* Extracted entries

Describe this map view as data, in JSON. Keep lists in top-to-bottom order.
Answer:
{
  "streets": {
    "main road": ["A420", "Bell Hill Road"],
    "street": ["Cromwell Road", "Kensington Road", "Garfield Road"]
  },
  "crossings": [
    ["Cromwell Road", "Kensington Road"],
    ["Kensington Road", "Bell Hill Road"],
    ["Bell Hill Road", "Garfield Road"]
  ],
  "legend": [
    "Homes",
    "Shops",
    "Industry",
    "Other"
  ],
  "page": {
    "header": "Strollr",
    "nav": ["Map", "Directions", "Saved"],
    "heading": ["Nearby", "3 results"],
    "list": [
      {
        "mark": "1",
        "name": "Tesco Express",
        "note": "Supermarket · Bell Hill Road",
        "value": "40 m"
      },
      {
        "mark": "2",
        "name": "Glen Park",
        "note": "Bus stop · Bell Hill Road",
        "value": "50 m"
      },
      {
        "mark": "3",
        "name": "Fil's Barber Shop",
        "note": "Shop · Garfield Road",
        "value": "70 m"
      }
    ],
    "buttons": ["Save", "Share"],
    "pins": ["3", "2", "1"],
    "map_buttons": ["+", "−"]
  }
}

* Prompt
For the word "Garfield", say how many lines of the listing contain it; give the number alone.

* Task answer
3